Problem requirements
Copy nothing but the lines below running from the line containing "Transcribe the names and structure of this" through the line containing "Transcribe the names and structure of the", both end lines included.

Saved data entries
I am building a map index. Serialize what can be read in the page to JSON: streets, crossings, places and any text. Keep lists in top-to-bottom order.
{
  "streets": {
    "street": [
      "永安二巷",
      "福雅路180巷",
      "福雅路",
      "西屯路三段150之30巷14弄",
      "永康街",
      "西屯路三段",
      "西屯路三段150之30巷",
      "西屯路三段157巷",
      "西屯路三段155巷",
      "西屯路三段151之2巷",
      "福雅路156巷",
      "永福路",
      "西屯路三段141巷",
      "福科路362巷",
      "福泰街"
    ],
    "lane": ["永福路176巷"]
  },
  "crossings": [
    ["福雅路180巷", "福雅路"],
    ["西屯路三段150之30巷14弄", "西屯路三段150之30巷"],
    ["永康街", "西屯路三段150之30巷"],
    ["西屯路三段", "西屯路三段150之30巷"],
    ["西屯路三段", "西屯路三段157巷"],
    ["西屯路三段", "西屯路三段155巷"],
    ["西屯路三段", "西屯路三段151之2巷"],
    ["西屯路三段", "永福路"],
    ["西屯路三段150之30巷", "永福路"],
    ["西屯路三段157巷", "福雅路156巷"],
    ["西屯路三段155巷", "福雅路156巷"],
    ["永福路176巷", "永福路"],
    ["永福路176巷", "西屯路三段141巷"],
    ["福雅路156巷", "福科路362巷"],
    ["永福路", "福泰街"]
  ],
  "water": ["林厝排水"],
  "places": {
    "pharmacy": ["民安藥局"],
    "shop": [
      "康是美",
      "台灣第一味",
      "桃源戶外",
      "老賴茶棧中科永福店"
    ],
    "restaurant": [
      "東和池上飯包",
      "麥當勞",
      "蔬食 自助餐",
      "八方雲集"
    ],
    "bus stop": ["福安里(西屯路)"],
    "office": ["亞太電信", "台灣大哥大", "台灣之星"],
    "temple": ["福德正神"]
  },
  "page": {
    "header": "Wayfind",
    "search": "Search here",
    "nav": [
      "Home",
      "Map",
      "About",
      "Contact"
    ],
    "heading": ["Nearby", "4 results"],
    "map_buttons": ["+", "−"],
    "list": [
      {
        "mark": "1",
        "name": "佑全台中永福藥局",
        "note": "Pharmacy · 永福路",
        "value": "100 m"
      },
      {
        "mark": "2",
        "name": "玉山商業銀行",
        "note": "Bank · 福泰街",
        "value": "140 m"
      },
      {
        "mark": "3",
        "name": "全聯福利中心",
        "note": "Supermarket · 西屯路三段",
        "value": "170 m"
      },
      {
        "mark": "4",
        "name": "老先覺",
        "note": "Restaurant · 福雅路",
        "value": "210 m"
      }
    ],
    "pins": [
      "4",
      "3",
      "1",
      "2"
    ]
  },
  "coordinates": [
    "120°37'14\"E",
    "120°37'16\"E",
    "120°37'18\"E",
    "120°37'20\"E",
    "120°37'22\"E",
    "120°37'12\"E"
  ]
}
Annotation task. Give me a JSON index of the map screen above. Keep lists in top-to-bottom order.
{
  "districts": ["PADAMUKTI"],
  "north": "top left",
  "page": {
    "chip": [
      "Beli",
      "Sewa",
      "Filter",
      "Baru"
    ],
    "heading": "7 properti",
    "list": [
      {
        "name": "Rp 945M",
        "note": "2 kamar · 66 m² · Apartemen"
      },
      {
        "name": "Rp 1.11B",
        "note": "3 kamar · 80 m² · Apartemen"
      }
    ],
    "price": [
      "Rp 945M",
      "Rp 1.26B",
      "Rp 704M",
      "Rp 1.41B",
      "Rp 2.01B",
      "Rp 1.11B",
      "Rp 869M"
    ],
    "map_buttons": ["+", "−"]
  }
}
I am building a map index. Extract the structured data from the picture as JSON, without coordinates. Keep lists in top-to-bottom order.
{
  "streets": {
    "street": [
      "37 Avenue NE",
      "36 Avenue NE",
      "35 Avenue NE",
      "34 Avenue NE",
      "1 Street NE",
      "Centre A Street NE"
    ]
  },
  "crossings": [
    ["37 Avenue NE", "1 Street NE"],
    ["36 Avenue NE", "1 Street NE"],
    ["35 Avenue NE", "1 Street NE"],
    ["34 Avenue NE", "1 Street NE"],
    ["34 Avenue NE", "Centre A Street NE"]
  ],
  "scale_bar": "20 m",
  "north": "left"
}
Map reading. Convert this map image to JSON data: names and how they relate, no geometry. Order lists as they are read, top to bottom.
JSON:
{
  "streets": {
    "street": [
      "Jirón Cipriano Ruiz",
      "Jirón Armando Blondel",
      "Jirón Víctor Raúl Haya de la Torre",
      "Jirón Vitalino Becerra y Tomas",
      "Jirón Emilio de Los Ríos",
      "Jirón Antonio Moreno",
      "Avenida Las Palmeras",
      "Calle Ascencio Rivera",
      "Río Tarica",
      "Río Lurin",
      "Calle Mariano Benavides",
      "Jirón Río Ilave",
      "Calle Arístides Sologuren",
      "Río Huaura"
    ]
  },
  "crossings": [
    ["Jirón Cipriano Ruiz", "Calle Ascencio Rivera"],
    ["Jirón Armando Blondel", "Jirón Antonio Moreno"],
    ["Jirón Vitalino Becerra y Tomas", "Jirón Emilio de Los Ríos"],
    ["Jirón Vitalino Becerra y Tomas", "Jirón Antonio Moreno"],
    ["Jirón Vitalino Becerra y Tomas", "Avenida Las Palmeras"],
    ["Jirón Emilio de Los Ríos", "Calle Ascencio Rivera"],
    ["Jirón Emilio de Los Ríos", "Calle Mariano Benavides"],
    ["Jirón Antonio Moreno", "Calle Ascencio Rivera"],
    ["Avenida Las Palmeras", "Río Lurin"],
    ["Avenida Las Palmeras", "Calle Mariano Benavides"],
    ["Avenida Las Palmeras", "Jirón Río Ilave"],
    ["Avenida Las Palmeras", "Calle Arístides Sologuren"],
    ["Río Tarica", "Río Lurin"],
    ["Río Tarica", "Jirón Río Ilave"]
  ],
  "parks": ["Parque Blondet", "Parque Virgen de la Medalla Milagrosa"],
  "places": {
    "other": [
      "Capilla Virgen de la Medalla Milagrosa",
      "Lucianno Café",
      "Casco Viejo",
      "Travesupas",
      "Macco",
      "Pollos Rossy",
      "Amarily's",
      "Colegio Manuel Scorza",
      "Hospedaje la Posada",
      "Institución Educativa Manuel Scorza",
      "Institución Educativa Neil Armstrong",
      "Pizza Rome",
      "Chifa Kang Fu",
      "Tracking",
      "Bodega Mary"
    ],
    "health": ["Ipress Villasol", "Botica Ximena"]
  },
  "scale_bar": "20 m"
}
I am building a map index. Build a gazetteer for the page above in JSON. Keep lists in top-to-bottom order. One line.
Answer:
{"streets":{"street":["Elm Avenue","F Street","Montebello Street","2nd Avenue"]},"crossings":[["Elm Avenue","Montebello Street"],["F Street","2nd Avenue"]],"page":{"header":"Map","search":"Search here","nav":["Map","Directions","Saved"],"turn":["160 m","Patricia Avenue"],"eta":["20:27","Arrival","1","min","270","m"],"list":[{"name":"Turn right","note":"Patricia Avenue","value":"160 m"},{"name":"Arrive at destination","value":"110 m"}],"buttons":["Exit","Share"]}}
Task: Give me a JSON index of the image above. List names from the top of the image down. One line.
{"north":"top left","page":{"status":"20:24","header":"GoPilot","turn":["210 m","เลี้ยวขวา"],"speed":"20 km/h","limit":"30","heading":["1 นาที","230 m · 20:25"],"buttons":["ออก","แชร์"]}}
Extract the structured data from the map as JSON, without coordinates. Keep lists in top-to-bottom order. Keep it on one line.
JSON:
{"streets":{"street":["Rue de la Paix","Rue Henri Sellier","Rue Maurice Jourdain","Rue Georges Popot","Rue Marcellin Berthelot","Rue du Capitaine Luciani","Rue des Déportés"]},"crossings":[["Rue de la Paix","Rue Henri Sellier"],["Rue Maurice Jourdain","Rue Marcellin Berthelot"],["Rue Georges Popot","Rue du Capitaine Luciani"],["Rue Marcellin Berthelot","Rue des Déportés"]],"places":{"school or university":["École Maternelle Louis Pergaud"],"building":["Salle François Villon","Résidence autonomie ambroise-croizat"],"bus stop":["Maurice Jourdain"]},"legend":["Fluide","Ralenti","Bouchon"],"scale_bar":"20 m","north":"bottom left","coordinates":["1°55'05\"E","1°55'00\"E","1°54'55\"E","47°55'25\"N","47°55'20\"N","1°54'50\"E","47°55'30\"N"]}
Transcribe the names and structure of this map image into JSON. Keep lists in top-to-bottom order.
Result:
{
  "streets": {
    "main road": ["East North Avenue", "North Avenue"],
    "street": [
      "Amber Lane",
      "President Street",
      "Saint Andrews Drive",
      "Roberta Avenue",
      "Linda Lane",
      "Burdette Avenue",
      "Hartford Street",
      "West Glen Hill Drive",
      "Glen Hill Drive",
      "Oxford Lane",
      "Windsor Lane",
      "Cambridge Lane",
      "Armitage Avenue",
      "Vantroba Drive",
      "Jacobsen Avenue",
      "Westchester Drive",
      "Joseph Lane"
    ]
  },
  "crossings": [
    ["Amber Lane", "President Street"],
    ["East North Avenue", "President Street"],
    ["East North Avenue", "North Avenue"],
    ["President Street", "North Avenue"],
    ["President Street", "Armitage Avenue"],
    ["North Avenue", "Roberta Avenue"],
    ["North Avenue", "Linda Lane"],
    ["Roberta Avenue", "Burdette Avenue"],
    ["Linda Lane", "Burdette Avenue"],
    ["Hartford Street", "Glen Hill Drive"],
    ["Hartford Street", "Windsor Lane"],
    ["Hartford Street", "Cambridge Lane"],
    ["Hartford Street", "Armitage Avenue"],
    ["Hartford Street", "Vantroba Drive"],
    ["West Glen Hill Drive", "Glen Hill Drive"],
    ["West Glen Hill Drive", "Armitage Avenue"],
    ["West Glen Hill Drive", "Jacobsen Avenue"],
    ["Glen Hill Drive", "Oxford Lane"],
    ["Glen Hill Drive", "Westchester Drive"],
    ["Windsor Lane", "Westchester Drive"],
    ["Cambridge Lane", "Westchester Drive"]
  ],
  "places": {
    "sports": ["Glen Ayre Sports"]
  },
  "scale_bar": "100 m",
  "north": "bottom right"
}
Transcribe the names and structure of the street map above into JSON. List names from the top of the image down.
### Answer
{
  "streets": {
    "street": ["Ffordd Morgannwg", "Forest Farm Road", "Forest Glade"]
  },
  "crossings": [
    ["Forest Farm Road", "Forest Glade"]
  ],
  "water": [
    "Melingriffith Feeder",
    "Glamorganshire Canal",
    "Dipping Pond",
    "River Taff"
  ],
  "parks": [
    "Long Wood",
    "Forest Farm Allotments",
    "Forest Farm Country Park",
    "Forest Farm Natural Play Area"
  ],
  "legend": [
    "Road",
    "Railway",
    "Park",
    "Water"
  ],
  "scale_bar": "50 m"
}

Solved exercise
Transcribe the names and structure of this map image into JSON. Keep lists in top-to-bottom order.
Result:
{
  "streets": {
    "main road": ["East North Avenue", "North Avenue"],
    "street": [
      "Amber Lane",
      "President Street",
      "Saint Andrews Drive",
      "Roberta Avenue",
      "Linda Lane",
      "Burdette Avenue",
      "Hartford Street",
      "West Glen Hill Drive",
      "Glen Hill Drive",
      "Oxford Lane",
      "Windsor Lane",
      "Cambridge Lane",
      "Armitage Avenue",
      "Vantroba Drive",
      "Jacobsen Avenue",
      "Westchester Drive",
      "Joseph Lane"
    ]
  },
  "crossings": [
    ["Amber Lane", "President Street"],
    ["East North Avenue", "President Street"],
    ["East North Avenue", "North Avenue"],
    ["President Street", "North Avenue"],
    ["President Street", "Armitage Avenue"],
    ["North Avenue", "Roberta Avenue"],
    ["North Avenue", "Linda Lane"],
    ["Roberta Avenue", "Burdette Avenue"],
    ["Linda Lane", "Burdette Avenue"],
    ["Hartford Street", "Glen Hill Drive"],
    ["Hartford Street", "Windsor Lane"],
    ["Hartford Street", "Cambridge Lane"],
    ["Hartford Street", "Armitage Avenue"],
    ["Hartford Street", "Vantroba Drive"],
    ["West Glen Hill Drive", "Glen Hill Drive"],
    ["West Glen Hill Drive", "Armitage Avenue"],
    ["West Glen Hill Drive", "Jacobsen Avenue"],
    ["Glen Hill Drive", "Oxford Lane"],
    ["Glen Hill Drive", "Westchester Drive"],
    ["Windsor Lane", "Westchester Drive"],
    ["Cambridge Lane", "Westchester Drive"]
  ],
  "places": {
    "sports": ["Glen Ayre Sports"]
  },
  "scale_bar": "100 m",
  "north": "bottom right"
}
Transcribe the names and structure of the street map above into JSON. List names from the top of the image down.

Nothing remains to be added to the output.